> Data excerpts:
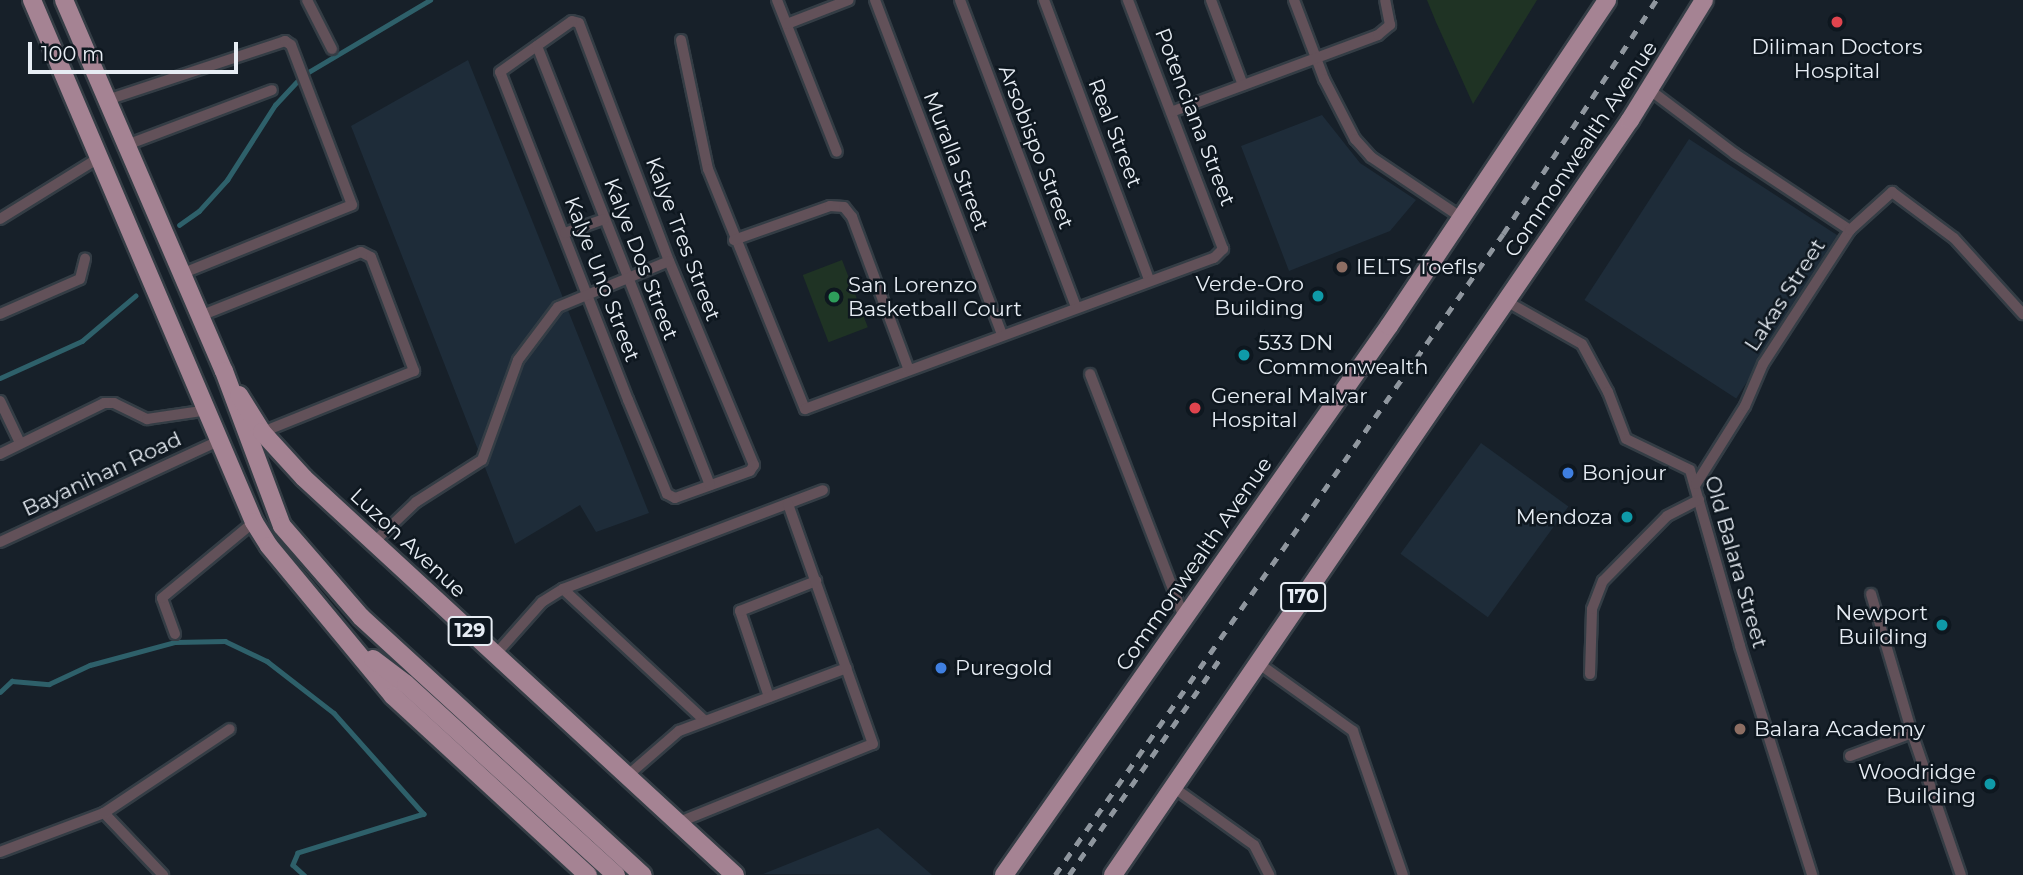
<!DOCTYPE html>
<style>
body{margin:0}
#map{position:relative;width:2023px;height:875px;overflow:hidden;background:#172029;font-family:Montserrat,sans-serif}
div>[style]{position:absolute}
.built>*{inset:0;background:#1e2c39;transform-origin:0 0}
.green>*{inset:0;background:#1f3324;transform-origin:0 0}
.stream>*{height:4.5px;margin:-2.25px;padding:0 2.25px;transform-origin:2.25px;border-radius:2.25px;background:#2e606a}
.roads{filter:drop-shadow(2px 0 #343d45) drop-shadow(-2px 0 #343d45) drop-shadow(0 2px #343d45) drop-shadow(0 -2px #343d45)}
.minor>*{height:10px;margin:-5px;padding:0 5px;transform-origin:5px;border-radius:5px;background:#625159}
.primary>*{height:18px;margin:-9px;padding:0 9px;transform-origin:9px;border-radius:9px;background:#a58393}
.rail>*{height:4.5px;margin-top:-2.25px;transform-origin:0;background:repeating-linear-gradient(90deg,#8f969e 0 9px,transparent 0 18px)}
.dots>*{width:19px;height:19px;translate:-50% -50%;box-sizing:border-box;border:4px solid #0e171f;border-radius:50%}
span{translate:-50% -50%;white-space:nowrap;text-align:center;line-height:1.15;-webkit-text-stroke:5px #0e171f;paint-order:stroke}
.shield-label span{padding:2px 5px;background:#0e171f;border:2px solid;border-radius:5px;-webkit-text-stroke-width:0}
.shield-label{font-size:19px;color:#e7edf4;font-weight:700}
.poi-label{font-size:21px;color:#e7edf4}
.left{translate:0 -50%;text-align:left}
.right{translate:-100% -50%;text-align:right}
.street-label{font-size:21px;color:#e7edf4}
.scale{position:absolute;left:28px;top:42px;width:210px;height:32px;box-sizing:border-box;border:4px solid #e7edf4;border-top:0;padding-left:9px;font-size:21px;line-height:24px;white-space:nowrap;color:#e7edf4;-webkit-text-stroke:5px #0e171f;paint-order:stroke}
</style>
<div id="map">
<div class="built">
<i style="clip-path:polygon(468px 60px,649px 513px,596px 532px,580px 505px,515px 544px,351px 126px)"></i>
<i style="clip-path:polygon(1322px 115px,1360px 163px,1416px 200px,1390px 231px,1289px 271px,1241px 146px)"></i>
<i style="left:1689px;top:139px;width:181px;height:192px;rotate:33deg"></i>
<i style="left:1481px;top:443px;width:108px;height:137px;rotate:36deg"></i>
<i style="clip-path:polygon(878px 828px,932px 875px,763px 874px)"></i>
</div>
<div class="green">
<i style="clip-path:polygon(1427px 0,1537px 0,1473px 104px,1436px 22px)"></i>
<i style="left:842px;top:260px;width:72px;height:42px;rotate:69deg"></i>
</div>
<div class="stream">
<i style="left:307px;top:73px;width:143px;rotate:-30.7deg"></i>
<i style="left:179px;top:225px;width:24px;rotate:-35deg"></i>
<i style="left:199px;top:211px;width:42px;rotate:-47.9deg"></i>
<i style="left:227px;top:180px;width:89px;rotate:-57.4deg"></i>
<i style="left:275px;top:105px;width:34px;rotate:-47deg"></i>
<i style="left:0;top:378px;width:90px;rotate:-24.3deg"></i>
<i style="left:82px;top:341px;width:70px;rotate:-40.3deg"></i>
<i style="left:0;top:692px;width:16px;rotate:-43deg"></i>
<i style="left:12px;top:681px;width:37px;rotate:5deg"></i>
<i style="left:49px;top:684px;width:45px;rotate:-24.9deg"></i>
<i style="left:90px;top:665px;width:88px;rotate:-15.1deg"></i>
<i style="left:175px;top:642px;width:50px;rotate:-1.1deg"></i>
<i style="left:225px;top:641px;width:47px;rotate:25.5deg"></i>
<i style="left:267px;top:661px;width:85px;rotate:37.8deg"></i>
<i style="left:334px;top:713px;width:135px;rotate:48.3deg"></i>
<i style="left:424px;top:814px;width:132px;rotate:162.8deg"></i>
<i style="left:298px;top:853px;width:13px;rotate:113deg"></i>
<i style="left:293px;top:865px;width:15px;rotate:42deg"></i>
</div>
<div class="roads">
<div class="minor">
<i style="left:307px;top:0;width:55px;rotate:63deg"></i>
<i style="left:777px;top:0;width:163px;rotate:68.5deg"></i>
<i style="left:875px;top:0;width:358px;rotate:69.2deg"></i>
<i style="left:960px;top:0;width:328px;rotate:69.3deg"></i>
<i style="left:1044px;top:0;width:298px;rotate:69.4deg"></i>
<i style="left:1211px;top:0;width:91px;rotate:69.4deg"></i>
<i style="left:1294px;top:0;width:85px;rotate:69.2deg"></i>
<i style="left:1324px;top:79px;width:68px;rotate:62.7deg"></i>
<i style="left:1355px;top:139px;width:24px;rotate:48deg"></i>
<i style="left:1371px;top:157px;width:110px;rotate:33.8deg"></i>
<i style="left:572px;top:21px;width:7px;rotate:16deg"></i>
<i style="left:579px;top:23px;width:254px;rotate:69.3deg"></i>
<i style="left:669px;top:261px;width:221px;rotate:67.4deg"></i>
<i style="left:754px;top:465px;width:7px;rotate:124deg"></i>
<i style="left:750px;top:471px;width:80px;rotate:160.2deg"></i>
<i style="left:675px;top:498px;width:9px;rotate:-153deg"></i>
<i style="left:667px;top:494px;width:102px;rotate:-112.5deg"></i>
<i style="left:628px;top:400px;width:352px;rotate:-111.3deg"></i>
<i style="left:500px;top:72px;width:88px;rotate:-35.3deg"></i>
<i style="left:787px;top:24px;width:66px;rotate:-21.2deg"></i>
<i style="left:681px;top:40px;width:132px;rotate:78.2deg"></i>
<i style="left:708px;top:169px;width:259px;rotate:68deg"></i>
<i style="left:805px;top:409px;width:436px;rotate:-20.3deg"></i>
<i style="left:1214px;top:258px;width:13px;rotate:-45deg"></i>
<i style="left:1223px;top:249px;width:267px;rotate:-110.9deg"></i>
<i style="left:537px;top:46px;width:472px;rotate:68.5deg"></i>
<i style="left:1650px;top:90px;width:106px;rotate:37deg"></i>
<i style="left:1735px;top:154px;width:138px;rotate:33.5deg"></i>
<i style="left:104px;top:101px;width:191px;rotate:-18.3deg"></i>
<i style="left:285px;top:41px;width:7px;rotate:34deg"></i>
<i style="left:291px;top:45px;width:171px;rotate:69.1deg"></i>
<i style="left:352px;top:205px;width:184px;rotate:158deg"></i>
<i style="left:1171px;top:112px;width:221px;rotate:-20.4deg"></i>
<i style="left:1378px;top:35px;width:16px;rotate:-40deg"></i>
<i style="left:1390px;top:25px;width:25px;rotate:-101deg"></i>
<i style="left:124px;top:146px;width:158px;rotate:-20.7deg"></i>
<i style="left:0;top:219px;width:114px;rotate:-31.7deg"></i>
<i style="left:565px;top:233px;width:41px;rotate:-19.7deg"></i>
<i style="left:734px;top:240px;width:102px;rotate:-19.5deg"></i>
<i style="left:830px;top:206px;width:14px;rotate:4deg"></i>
<i style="left:844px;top:207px;width:13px;rotate:51deg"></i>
<i style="left:852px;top:217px;width:163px;rotate:69.6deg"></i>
<i style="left:1506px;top:301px;width:87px;rotate:29.5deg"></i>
<i style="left:1582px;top:344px;width:55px;rotate:61.6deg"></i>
<i style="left:1608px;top:392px;width:50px;rotate:69deg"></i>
<i style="left:1626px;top:439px;width:71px;rotate:25.8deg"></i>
<i style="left:1690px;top:470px;width:183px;rotate:74.1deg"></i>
<i style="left:1740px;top:646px;width:240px;rotate:72.5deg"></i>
<i style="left:0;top:314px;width:87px;rotate:-23.6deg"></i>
<i style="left:80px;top:279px;width:21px;rotate:-76deg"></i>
<i style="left:200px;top:316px;width:173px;rotate:-21.7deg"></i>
<i style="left:361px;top:252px;width:11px;rotate:27deg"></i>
<i style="left:371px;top:257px;width:122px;rotate:69.3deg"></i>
<i style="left:414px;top:371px;width:164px;rotate:158.1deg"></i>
<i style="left:1090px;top:374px;width:261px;rotate:68.9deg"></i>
<i style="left:0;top:401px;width:47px;rotate:64.5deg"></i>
<i style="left:0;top:454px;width:116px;rotate:-26.1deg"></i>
<i style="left:104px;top:403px;width:10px"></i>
<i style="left:114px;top:403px;width:37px;rotate:26deg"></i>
<i style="left:147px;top:419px;width:62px;rotate:-8.4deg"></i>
<i style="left:1696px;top:484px;width:92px;rotate:-57.9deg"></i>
<i style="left:1745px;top:406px;width:46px;rotate:-66.8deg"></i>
<i style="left:1763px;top:364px;width:160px;rotate:-57deg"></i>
<i style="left:1850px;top:230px;width:57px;rotate:-42.1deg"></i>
<i style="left:1892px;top:192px;width:77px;rotate:36.6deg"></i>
<i style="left:1954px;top:238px;width:103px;rotate:47.8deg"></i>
<i style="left:0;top:542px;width:243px;rotate:-24.8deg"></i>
<i style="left:374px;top:542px;width:58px;rotate:-43.6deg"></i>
<i style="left:416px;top:502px;width:78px;rotate:-32.5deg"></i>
<i style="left:482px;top:460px;width:106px;rotate:-70.2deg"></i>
<i style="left:518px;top:360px;width:66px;rotate:-53deg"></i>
<i style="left:558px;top:307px;width:120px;rotate:-22.5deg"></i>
<i style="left:563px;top:589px;width:192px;rotate:42.9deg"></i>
<i style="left:1871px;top:594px;width:145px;rotate:73.6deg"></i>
<i style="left:1912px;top:733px;width:150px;rotate:71deg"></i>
<i style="left:175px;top:634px;width:38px;rotate:-110deg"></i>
<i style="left:162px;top:598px;width:119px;rotate:-39.6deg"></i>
<i style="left:495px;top:655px;width:71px;rotate:-48.4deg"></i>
<i style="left:542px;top:602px;width:25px;rotate:-32deg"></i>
<i style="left:563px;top:589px;width:278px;rotate:-20.8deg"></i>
<i style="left:1258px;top:663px;width:117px;rotate:35.6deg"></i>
<i style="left:1353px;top:731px;width:152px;rotate:70.9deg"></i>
<i style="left:1590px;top:674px;width:65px;rotate:-88.2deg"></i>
<i style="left:1592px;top:609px;width:30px;rotate:-69deg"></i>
<i style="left:1603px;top:581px;width:91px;rotate:-45.4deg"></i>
<i style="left:1667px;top:516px;width:36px;rotate:-27deg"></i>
<i style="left:769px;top:697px;width:91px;rotate:-108.6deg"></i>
<i style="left:740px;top:611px;width:82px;rotate:-21.5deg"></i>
<i style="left:1850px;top:756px;width:66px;rotate:-20.4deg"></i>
<i style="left:626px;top:777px;width:70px;rotate:-41deg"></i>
<i style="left:679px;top:731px;width:179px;rotate:-20.6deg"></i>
<i style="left:1173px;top:787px;width:100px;rotate:35.6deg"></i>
<i style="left:1254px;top:845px;width:34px;rotate:63deg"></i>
<i style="left:104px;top:813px;width:86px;rotate:46.4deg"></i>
<i style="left:677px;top:823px;width:211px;rotate:-22deg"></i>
<i style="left:873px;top:744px;width:255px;rotate:-109.5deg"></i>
<i style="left:0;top:852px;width:111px;rotate:-20.6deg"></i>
<i style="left:104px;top:813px;width:151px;rotate:-33.7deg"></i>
</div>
<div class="primary">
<i style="left:32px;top:0;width:567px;rotate:66.96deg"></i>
<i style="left:254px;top:522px;width:28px;rotate:58deg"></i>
<i style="left:269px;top:546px;width:195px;rotate:50.4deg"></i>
<i style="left:393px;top:696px;width:265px;rotate:42.6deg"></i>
<i style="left:64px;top:0;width:404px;rotate:66.7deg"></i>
<i style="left:224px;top:371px;width:165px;rotate:69.5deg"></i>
<i style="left:282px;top:526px;width:121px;rotate:49deg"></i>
<i style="left:361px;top:617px;width:382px;rotate:42.5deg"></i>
<i style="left:239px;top:395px;width:44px;rotate:58.1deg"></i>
<i style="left:262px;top:432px;width:62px;rotate:47.6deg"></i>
<i style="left:304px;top:478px;width:586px;rotate:42.65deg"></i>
<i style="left:373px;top:659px;width:41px;rotate:37.1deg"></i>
<i style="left:406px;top:684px;width:284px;rotate:42.3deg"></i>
<i style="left:1004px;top:875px;width:671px;rotate:-54.96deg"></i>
<i style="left:1389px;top:326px;width:392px;rotate:-56.2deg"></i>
<i style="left:1113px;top:875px;width:915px;rotate:-55.6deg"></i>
<i style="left:1630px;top:120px;width:141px;rotate:-58.3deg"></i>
</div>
</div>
<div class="rail">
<i style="left:1055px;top:875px;width:782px;rotate:-55.05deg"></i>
<i style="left:1503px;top:234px;width:280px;rotate:-56.8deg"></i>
<i style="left:1069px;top:875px;width:269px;rotate:-55.1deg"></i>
</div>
<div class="dots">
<i style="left:1837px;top:22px;background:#e0444e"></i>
<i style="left:1342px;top:267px;background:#8d6e63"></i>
<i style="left:1318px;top:296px;background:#0f9aa8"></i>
<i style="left:834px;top:297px;background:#2e9e5b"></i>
<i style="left:1244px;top:355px;background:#0f9aa8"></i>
<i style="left:1195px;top:408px;background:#e0444e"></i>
<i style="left:1568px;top:473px;background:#3f7fe0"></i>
<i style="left:1627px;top:517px;background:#0f9aa8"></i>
<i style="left:1942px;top:625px;background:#0f9aa8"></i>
<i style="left:941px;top:668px;background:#3f7fe0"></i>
<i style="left:1740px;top:729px;background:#8d6e63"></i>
<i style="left:1990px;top:784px;background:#0f9aa8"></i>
</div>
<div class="shield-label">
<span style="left:1303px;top:597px">170</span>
<span style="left:470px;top:631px">129</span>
</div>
<div class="poi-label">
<span style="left:1837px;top:59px">Diliman Doctors<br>Hospital</span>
<span class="left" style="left:1356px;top:267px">IELTS Toefls</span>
<span class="right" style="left:1304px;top:296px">Verde-Oro<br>Building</span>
<span class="left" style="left:848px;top:297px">San Lorenzo<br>Basketball Court</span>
<span class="left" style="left:1258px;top:355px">533 DN<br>Commonwealth</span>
<span class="left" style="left:1211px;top:408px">General Malvar<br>Hospital</span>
<span class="left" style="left:1582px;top:473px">Bonjour</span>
<span class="right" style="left:1613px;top:517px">Mendoza</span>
<span class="right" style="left:1928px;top:625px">Newport<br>Building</span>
<span class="left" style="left:955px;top:668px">Puregold</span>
<span class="left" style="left:1754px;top:729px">Balara Academy</span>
<span class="right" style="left:1976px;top:784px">Woodridge<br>Building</span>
</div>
<div class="street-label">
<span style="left:1195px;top:117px;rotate:69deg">Potenciana Street</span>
<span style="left:1115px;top:133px;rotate:69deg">Real Street</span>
<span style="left:1036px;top:147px;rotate:69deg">Arsobispo Street</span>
<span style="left:1581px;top:149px;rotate:-56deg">Commonwealth Avenue</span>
<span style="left:956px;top:161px;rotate:69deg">Muralla Street</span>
<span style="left:683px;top:239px;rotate:69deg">Kalye Tres Street</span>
<span style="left:641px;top:259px;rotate:69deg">Kalye Dos Street</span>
<span style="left:602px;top:279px;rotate:69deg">Kalye Uno Street</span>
<span style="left:1785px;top:295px;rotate:-57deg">Lakas Street</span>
<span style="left:102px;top:474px;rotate:-25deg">Bayanihan Road</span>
<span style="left:408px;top:543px;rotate:43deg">Luzon Avenue</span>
<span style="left:1736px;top:562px;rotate:74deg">Old Balara Street</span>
<span style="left:1194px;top:564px;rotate:-55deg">Commonwealth Avenue</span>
</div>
<div class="scale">100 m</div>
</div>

> WORK ORDER: Extract every line of the records above that contains the word "green".

> EXERCISE OUTPUT:
.green>*{inset:0;background:#1f3324;transform-origin:0 0}
<div class="green">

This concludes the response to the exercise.